Still, the letdowns from the business side of baseball must seem minor for Alford, who lost his family home in Columbia, Miss., to a fire on December 28, 2016. His family escaped, and no one was harmed. But Alford’s parents lost all their possessions in the blaze, including his childhood memorabilia, memories collected over a lifetime.  Those included the trophies he won from high school. Alford had given his parents all his awards as a thank-you for their support over the years.

“I think that’s what my dad was most sad about,” Alford told the Toronto Sun. “It wasn’t necessarily the clothes or furniture. He can get that back. But the awards that I won were something they really valued. So he was really sad and emotional about that.” Gone were Alford’s state championship rings from Petal High School, his Gatorade Player of the Year trophies, the jerseys he once wore. There’s no price on the sentimental; its value exceeds the superficial. Mere things eventually can be replaced, but the memories cannot.

And the fire was only the latest in a series of unfortunate events. Tragedy has followed Alford and his family. A few days before Christmas in 2014, tornadoes tore through the flatlands of Mississippi and destroyed his grandmother’s home, a place where he grew up — another place rich with memories of his childhood.

So Alford isn’t just playing baseball for himself. Alford is playing baseball to help his family. He is playing baseball to help rebuild what they have lost over the years. Alford’s parents have a new home now. And it’s where you will find the ball of his first major league hit, which he got back in 2017 against the Milwaukee Brewers on a Tuesday night.

***

It’s no secret Alford is a pure athlete. He has raw power, speed, arm strength, and an ability to hit. In his first full year in the minors in 2015, he began to make noise with those skills, showing scouts hints of the potential he had. He began the year with the Lansing Lugnuts in the Midwest League and finished the year with Dunedin. He slashed .298/.398/.421 with 25 doubles, seven triples, four home runs, and 27 stolen bases.

But that was a long time ago. Before the injuries, the headaches. Before the setbacks. And now Alford’s name isn’t found on any top-100 prospect lists.

Early season distractions got the better of Alford this season. He played 20 games for the Buffalo Bisons in April, slashing .132/.213/.265 – hardly the line he wanted to run after his strong spring, and hardly a line that earns a minor-leaguer that long-awaited call. He had 68 at-bats and struck out 31 times. He had no plate discipline. He had a 45.5% strikeout rate. Umpires rarely called ball four. It happened only six times, which added up to an uninspiring 8.8% walk rate.

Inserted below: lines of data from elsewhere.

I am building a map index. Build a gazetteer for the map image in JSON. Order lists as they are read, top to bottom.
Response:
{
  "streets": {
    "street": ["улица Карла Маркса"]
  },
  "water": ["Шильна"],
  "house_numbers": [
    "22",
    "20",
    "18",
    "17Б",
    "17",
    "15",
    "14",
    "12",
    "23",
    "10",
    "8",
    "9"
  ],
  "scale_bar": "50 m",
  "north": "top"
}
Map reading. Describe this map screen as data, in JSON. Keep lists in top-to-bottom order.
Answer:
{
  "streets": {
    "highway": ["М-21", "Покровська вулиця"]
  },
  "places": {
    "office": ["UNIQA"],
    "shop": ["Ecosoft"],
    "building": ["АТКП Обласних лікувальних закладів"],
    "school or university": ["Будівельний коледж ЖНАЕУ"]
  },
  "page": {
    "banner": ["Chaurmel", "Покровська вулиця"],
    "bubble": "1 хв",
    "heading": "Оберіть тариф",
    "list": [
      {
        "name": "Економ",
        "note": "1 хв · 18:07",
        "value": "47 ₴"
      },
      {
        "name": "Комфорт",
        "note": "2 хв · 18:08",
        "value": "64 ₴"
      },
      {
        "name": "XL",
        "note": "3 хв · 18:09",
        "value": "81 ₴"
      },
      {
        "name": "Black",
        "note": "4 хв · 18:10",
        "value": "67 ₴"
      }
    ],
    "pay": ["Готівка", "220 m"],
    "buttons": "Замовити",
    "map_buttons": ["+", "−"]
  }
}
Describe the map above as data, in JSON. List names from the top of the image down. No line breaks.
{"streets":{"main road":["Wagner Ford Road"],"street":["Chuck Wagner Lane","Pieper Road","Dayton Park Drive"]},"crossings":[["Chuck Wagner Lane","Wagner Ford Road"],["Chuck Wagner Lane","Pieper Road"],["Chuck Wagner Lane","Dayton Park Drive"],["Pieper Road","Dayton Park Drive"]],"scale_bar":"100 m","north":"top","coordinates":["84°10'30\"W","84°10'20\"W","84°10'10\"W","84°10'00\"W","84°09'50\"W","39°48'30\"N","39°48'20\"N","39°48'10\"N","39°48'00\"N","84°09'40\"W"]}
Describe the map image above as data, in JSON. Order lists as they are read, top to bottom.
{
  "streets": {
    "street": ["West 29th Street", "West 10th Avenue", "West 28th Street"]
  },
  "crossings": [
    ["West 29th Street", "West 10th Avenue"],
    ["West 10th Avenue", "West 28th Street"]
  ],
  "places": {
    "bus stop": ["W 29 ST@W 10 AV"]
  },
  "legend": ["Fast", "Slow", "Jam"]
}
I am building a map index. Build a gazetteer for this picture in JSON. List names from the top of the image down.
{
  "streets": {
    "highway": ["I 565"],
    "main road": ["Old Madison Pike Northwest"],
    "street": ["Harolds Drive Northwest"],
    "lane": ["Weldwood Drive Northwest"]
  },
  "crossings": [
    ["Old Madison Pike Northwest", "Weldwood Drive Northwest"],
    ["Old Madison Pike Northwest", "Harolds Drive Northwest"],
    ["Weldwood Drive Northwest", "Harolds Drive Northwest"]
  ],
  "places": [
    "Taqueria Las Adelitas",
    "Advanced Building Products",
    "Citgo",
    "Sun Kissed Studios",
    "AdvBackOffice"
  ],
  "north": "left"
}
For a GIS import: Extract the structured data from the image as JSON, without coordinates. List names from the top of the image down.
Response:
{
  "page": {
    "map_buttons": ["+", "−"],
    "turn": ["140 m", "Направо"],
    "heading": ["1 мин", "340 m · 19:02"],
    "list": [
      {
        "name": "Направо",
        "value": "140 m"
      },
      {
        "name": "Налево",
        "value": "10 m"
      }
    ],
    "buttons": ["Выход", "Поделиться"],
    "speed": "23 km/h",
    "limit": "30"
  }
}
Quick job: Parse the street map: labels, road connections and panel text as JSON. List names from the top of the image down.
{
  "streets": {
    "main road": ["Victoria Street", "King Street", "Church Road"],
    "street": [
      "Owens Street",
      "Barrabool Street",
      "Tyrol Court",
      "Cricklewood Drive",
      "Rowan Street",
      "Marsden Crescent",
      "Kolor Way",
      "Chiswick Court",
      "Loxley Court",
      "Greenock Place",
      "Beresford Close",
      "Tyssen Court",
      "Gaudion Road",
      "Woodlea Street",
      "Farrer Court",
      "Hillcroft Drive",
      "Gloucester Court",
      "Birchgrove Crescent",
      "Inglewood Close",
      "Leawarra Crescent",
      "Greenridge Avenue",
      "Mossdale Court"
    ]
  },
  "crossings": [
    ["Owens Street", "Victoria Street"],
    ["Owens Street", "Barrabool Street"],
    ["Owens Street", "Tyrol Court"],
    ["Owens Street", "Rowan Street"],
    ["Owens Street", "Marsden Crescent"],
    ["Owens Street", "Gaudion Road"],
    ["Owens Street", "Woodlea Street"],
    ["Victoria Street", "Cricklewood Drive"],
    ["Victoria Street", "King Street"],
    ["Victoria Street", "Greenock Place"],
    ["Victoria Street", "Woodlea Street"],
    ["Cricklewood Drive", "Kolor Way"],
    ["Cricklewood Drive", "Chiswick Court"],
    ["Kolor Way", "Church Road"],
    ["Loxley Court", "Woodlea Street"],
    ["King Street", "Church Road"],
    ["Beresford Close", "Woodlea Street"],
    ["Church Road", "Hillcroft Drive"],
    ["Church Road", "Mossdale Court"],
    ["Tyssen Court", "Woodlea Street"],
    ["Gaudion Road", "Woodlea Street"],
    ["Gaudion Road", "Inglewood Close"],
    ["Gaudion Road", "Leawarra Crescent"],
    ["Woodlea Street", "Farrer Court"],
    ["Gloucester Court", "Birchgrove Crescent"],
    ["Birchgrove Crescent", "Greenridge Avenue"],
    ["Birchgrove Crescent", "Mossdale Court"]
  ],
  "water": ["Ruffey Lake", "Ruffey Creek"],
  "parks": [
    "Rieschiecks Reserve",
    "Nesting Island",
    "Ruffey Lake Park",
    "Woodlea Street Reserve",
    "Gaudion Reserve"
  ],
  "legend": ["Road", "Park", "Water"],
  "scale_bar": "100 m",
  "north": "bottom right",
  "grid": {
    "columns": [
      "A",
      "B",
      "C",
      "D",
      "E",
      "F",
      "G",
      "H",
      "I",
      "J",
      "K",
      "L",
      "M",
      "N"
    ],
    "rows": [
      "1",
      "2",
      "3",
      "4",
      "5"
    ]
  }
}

April’s struggles forced Alford to reflect. He decided to silence his phone and leave social media behind. He sent out his last tweet on April 17, telling the Buffalo News he was done with the distractions of social media. He realized he needed to focus, to cancel out the surrounding noise. Mental health is just as important as physical health.

In May, Alford set foot in the batter’s box 98 times and had 27 hits, struck out 26 times, and had 10 walks. His strikeout numbers were still high, but he cut his K rate to 26.5%. He went from an April OPS of .478 to a May OPS of .783. Alford was focused on baseball and not the Blue Jays’ transactions. And Alford started to see ball four.

***

This ball-four story began when Alford decided to leave all the distractions in the dark in early spring. It’s a story that continues to follow him across the International League from Buffalo to Pawtucket to Lehigh Valley and Indianapolis, where he was on one specific Wednesday afternoon in June. He was a safe distance from his Opening Day disappointment now, miles away from the bustle of Toronto and the Rogers Centre.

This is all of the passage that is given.